HELL OR HIGH WATER
FILM REVIEW - HELL OR HIGH WATER
Running Length: 101 minutes
Release Date: 9th September 2016
Directed by: David Mackenzie
Cast: Jeff Bridges, Chris Pine, Ben Foster, Gil Bermingham
Written by: Taylor Sheridan
Director of Cinematography: Giles Nuttgens
Cowboys and Indians.
Director David Mackenzie follows sci-fi (Perfect Sense), coming-of-age (Hallam Foe) and prison drama (Starred Up) with this gripping, modern take on the Western. With a Black List-winning script by Taylor Sheridan (Sicario) and some career-best performances, Mackenzie continues to defy expectations.
Over the course of a few days, brothers Toby (Chris Pine) and Tanner (Ben Foster) rob a series of small-town banks throughout West Texas. The brothers work to a plan; holding up the banks early in the morning when the branches are empty, and taking only small bills. But the Howards’ small-time spree comes to the attention of grizzly Federal Marshall Marcus Hamilton (Jeff Bridges). On the cusp of retirement, Hamilton makes a point of bringing the robbers to justice. As Hamilton closes in on the two brothers, Hell or High Water works its way towards a very modern take on the showdown.
Against the backdrop of a blue-collar way of life that is disappearing fast, Hell or High Water is a morality tale rendered in shades of grey. The branches targeted by the two brothers are all owned by the bank about to foreclose on the Tanner family farm. So essentially Toby and Tanner are stealing back what was theirs in the first place.

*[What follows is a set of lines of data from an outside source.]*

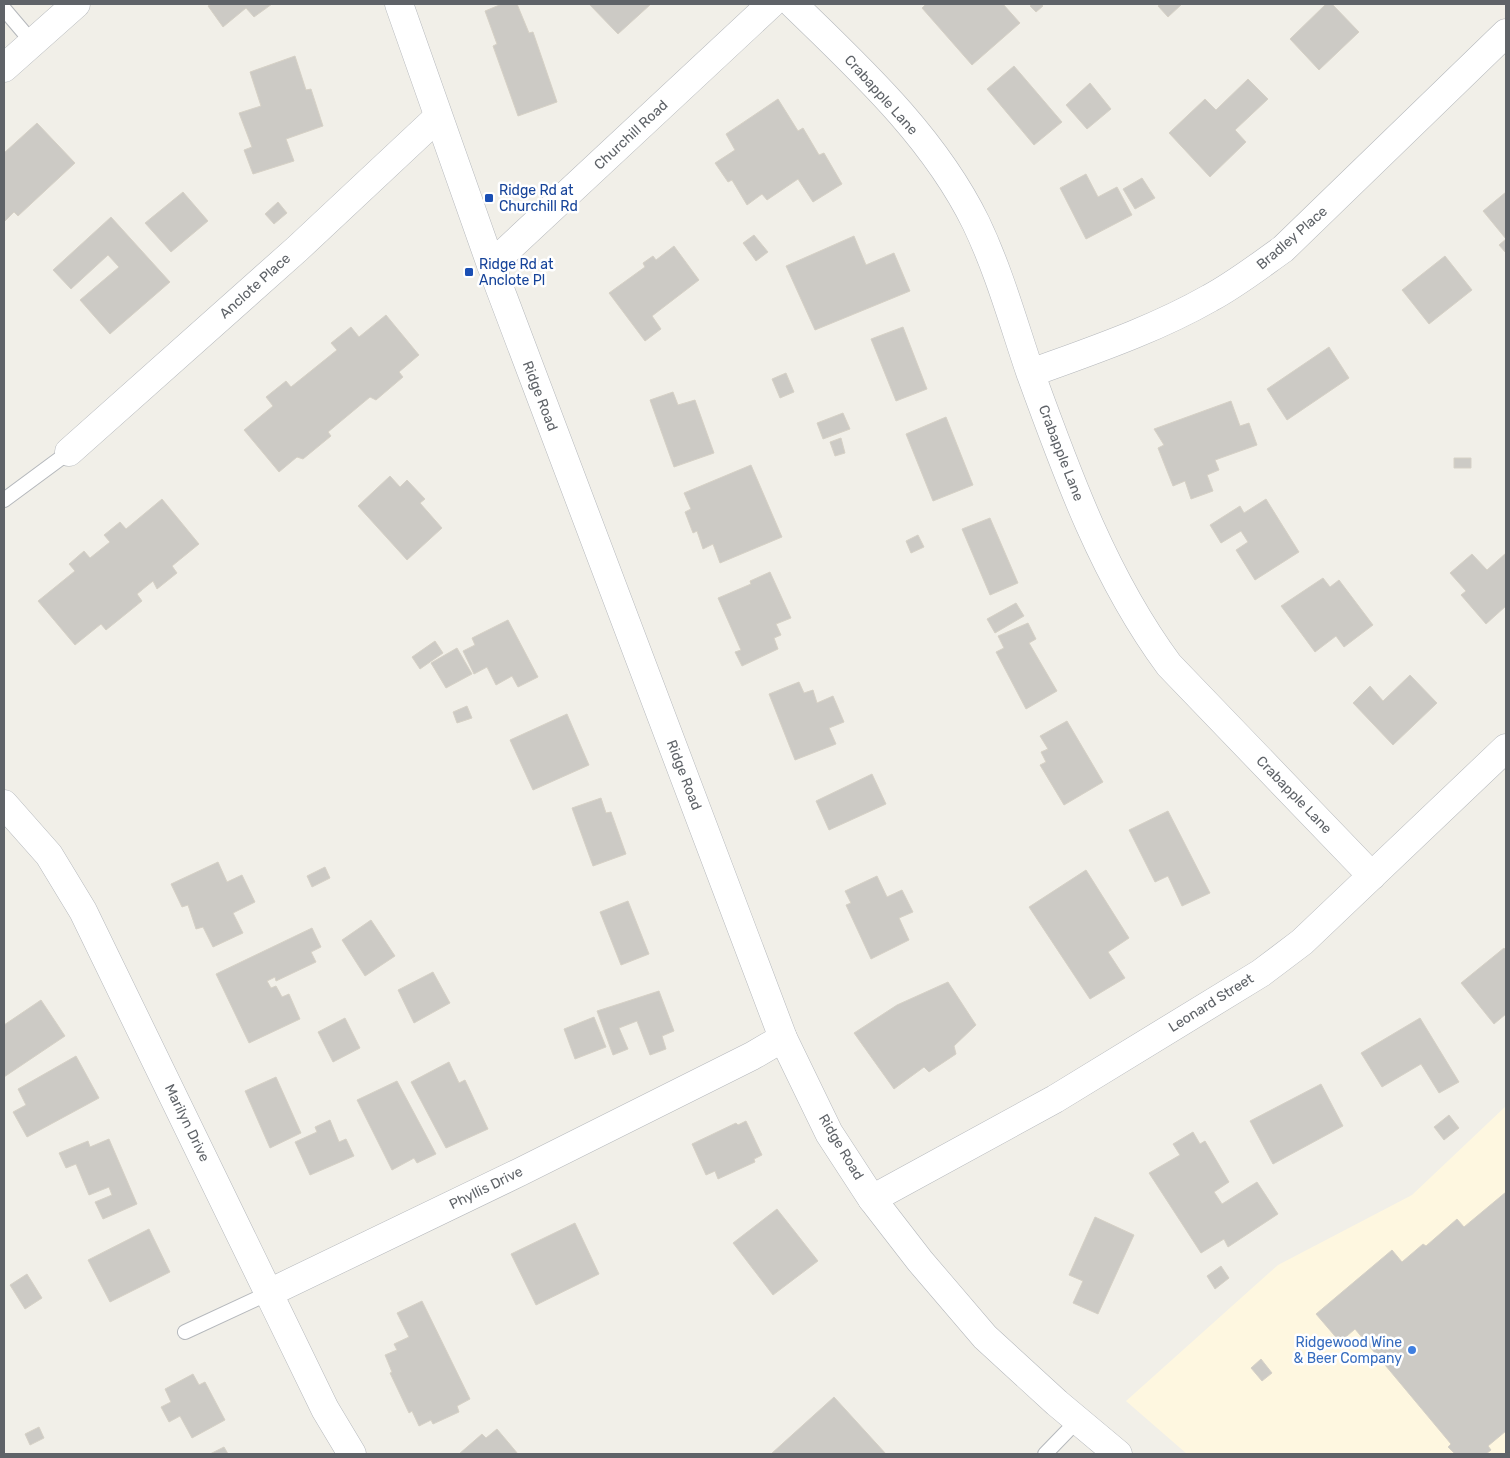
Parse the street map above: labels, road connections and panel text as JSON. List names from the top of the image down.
{
  "streets": {
    "street": [
      "Crabapple Lane",
      "Churchill Road",
      "Bradley Place",
      "Anclote Place",
      "Ridge Road",
      "Leonard Street",
      "Marilyn Drive",
      "Phyllis Drive"
    ]
  },
  "crossings": [
    ["Crabapple Lane", "Bradley Place"],
    ["Crabapple Lane", "Leonard Street"],
    ["Churchill Road", "Ridge Road"],
    ["Anclote Place", "Ridge Road"],
    ["Ridge Road", "Leonard Street"],
    ["Ridge Road", "Phyllis Drive"],
    ["Marilyn Drive", "Phyllis Drive"]
  ],
  "places": {
    "transit": ["Ridge Rd at Churchill Rd", "Ridge Rd at Anclote Pl"],
    "other": ["Ridgewood Wine & Beer Company"]
  }
}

Bridges’ “hero” is anything but. Hamilton is a rude, bigoted dinosaur. Unpleasant? Most certainly, but he’s great to watch. Tired of the constant racial slurs, Hamilton’s long-suffering Native American partner reminds him that he’s half-Mexican. Hamilton replies, “I’m going to get to that when I’m through with the ‘Indian’ insults. But it’s going to take a while.”
Foster is one of cinema’s modern chameleons. He never fails to bring something interesting to the table, regardless of the company, and here he’s in very fine company indeed. Pine is finally given the chance to shake off the vapid (but lucrative) Star Trek baggage and prove that he’s capable of depth and intensity. As for Bridges… well, he’s the Dude. Enough said.
Part of the film’s charm is the way that Sheridan’s screenplay upends some well-worn genre clichés. A cop on the verge of retirement? A risk-taking, dangerously unpredictable criminal? We know what to expect. But Hell or High Water goes to show that nothing is inevitable. Add a Fargo-esque original score by Nick Cave and Warren Ellis for some texture, and the result is a winner.